Granted, it might not be feasible for every elementary school on Earth to stock journals containing articles about the Tribonacci sequence. The point is that today, in the Internet age, they shouldn't have to. And yet, even as I write, much of the serious content on the Internet remains sequestered behind pointless, artificial walls -- walls that serve the interests of neither the readers nor the authors, but only of the wall-builders themselves. If I have a medical problem, why can't I download the full text of clinical studies dealing with that problem? Why do so many researchers still not post their papers on their web pages -- or if they do, then omit their early papers? When will we in academia get our act together enough to make the world's scholarly output readable, for free, by anyone with a web browser?

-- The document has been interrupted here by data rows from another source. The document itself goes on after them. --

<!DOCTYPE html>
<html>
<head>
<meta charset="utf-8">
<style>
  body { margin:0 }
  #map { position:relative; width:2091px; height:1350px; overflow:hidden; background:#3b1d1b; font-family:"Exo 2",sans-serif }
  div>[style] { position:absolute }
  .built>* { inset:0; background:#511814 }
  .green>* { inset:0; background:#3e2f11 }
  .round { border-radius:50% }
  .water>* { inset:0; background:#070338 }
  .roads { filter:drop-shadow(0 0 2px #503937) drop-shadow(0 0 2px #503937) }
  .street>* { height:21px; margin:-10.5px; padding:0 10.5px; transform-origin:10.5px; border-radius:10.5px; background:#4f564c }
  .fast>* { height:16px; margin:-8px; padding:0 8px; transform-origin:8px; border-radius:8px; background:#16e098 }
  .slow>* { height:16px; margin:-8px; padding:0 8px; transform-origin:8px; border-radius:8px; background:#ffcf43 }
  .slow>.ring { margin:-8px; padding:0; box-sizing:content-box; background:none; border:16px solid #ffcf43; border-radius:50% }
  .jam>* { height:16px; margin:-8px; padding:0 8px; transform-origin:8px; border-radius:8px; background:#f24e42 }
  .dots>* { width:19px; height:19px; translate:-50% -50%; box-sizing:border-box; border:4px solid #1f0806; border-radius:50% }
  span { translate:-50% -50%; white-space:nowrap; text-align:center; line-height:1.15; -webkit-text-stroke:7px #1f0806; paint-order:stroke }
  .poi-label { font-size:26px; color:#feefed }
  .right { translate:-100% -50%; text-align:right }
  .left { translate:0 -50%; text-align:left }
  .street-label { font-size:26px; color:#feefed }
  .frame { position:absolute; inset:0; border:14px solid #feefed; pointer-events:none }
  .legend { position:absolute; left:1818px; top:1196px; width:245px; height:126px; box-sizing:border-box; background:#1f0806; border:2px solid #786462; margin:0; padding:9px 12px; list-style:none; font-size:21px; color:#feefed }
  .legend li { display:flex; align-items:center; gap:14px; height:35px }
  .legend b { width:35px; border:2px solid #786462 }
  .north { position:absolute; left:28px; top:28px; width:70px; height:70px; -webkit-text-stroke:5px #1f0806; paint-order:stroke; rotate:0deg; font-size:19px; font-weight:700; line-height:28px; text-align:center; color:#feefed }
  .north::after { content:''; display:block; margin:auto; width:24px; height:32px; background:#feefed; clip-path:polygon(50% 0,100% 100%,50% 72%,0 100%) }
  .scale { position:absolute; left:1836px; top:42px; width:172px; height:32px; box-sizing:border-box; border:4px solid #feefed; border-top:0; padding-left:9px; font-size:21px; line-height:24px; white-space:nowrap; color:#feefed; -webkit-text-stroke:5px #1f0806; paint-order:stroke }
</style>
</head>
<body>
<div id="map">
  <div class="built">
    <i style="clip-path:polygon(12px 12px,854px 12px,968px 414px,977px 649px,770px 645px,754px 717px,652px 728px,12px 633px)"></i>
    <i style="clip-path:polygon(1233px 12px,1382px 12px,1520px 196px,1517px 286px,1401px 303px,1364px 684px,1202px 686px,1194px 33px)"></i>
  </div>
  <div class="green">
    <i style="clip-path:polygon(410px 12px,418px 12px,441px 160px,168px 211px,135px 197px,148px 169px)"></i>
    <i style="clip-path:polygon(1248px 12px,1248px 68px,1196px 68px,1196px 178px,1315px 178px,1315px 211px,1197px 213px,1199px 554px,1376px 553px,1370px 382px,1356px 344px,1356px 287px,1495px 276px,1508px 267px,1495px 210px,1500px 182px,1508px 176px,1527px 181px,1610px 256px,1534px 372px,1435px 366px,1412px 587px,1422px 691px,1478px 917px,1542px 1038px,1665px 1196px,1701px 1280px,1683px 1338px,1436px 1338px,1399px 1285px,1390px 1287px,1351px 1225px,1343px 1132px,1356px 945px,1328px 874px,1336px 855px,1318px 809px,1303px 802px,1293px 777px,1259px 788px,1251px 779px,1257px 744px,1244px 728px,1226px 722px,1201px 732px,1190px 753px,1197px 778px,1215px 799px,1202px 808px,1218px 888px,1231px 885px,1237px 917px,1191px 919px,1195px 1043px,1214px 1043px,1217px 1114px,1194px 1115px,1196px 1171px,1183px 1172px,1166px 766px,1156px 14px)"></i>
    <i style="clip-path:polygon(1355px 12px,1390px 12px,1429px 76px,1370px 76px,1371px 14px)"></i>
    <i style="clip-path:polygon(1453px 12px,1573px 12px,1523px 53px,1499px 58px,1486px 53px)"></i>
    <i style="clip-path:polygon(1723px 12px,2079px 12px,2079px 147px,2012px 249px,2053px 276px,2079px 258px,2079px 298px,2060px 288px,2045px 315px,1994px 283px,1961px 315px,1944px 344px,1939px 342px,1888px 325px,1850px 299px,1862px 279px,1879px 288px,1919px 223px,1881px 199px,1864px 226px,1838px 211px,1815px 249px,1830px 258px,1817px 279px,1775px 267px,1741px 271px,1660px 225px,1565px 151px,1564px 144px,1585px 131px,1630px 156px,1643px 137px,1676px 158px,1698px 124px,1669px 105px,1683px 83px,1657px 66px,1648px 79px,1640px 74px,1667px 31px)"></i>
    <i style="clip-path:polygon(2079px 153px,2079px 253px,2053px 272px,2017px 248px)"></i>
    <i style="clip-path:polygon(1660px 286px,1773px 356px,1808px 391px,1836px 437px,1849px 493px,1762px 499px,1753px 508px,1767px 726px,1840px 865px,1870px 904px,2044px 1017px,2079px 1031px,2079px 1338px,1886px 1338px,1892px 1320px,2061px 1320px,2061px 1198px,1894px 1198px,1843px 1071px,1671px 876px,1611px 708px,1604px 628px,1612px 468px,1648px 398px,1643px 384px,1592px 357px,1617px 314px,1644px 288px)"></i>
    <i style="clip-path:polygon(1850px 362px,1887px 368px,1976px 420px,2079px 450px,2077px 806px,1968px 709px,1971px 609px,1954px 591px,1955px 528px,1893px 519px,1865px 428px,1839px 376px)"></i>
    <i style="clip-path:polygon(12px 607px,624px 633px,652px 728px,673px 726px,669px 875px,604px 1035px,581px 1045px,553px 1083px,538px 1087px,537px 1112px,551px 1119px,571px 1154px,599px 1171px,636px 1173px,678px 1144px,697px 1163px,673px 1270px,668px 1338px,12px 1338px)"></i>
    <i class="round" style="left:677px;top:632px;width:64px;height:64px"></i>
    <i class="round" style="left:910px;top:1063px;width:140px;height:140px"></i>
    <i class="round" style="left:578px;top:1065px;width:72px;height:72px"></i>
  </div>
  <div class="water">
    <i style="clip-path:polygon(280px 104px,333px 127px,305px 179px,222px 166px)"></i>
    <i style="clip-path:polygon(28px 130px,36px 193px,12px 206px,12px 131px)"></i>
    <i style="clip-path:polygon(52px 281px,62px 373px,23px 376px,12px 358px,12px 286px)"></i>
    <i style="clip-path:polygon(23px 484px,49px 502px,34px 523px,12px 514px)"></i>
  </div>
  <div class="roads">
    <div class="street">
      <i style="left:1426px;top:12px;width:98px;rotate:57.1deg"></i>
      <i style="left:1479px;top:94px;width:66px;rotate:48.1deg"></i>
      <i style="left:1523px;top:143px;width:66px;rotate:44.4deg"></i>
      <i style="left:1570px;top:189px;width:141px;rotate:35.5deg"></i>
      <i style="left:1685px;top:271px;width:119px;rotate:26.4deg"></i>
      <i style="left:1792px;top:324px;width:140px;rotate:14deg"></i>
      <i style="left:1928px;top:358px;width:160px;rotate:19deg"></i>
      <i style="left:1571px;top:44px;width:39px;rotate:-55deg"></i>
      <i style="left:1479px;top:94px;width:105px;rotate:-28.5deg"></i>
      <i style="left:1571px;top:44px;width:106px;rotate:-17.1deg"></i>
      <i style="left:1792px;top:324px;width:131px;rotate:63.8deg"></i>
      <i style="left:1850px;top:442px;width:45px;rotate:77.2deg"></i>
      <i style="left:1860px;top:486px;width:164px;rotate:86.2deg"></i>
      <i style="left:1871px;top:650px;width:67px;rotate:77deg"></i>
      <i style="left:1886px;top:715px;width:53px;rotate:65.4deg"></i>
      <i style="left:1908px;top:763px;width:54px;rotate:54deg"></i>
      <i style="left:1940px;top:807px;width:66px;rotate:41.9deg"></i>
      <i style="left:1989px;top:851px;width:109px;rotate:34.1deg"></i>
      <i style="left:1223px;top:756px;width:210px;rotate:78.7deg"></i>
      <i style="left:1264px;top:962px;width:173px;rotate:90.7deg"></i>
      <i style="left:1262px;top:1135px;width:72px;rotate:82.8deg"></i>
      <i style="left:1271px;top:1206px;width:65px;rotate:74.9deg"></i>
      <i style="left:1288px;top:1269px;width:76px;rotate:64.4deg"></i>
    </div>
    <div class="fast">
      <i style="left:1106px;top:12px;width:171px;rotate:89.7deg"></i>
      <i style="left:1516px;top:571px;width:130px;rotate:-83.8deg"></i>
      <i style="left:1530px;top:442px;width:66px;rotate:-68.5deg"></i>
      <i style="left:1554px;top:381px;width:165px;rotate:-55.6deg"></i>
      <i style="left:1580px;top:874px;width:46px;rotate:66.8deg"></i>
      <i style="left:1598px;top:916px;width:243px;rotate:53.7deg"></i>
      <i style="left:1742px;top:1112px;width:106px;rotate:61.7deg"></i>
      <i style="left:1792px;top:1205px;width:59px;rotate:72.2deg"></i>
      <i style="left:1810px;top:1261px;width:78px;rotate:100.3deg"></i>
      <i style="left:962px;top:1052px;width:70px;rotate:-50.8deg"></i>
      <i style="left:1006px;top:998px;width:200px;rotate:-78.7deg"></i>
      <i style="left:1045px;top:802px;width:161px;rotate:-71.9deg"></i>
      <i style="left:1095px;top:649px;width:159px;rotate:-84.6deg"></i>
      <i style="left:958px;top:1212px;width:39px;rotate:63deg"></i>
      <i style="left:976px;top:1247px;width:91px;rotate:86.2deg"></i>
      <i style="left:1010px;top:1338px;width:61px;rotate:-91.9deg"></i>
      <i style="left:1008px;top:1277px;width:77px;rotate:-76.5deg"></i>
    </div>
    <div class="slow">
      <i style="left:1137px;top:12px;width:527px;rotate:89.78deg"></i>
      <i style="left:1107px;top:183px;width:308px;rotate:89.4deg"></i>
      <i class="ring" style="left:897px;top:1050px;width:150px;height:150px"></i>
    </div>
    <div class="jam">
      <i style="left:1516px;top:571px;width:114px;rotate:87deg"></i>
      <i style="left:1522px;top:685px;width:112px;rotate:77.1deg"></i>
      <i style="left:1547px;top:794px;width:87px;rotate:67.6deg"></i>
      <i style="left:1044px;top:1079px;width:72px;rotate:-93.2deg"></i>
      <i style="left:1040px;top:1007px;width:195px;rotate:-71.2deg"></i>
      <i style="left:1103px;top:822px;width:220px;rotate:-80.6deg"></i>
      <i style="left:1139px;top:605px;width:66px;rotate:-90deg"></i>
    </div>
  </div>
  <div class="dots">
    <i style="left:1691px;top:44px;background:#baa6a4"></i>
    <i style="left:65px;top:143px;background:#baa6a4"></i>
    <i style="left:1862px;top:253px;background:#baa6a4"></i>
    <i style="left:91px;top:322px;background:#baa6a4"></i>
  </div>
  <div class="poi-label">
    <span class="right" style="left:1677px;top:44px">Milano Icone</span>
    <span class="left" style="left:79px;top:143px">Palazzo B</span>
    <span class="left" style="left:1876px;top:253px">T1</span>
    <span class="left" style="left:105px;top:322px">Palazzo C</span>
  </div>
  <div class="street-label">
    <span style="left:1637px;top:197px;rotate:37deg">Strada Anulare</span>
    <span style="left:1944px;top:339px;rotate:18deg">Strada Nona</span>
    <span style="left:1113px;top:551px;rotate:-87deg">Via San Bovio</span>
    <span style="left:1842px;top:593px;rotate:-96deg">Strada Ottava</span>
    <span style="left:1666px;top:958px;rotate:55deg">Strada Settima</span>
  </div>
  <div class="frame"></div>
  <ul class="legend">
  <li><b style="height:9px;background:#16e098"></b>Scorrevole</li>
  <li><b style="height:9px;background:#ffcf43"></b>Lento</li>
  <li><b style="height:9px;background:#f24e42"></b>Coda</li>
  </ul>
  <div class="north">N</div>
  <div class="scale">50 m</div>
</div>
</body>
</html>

Since this is a book review, at this point I have to level with you. Apart from an excellent final chapter -- which describes the founding of the Transactions of the Royal Society of London, the world's first scientific journal -- The Access Principle is an almost unreadably boring book. Rather than try to explain why it's boring, I'll simply ask you to read the following two sentences.

    The current state of serial indexing presents a particularly good reason for research libraries and professional associations, as well as individual researchers and journal editors, to work together on developing compatible distributed systems that greatly improve the comprehensiveness of indexing and promote universal access to research by placing at least this initial, discovery phase of scholarship squarely within the public sector of the knowledge economy. Comprehensive indexing may be an area in which commercial and open access interests can coexist peacefully, complement one another, and even thrive and serve one another, as the future of scholarly publishing sorts itself out within this new digital medium. (p. 187)

Now imagine 243 pages of prose like the above, and you'll understand why The Access Principle isn't going to fly off the shelves, despite the timeliness and importance of its message. And yet, even if he seems physically unable to write one subordinate clause where five would do, I'm grateful to Willinsky all the same -- for in The Access Principle, he's given the open-access movement its first attempt at an intellectual foundation. Now it's up to the rest of us to supply the anger.

1. Most journals do offer a proofreading service; some of these have achieved legendary status for introducing more errors than they fix.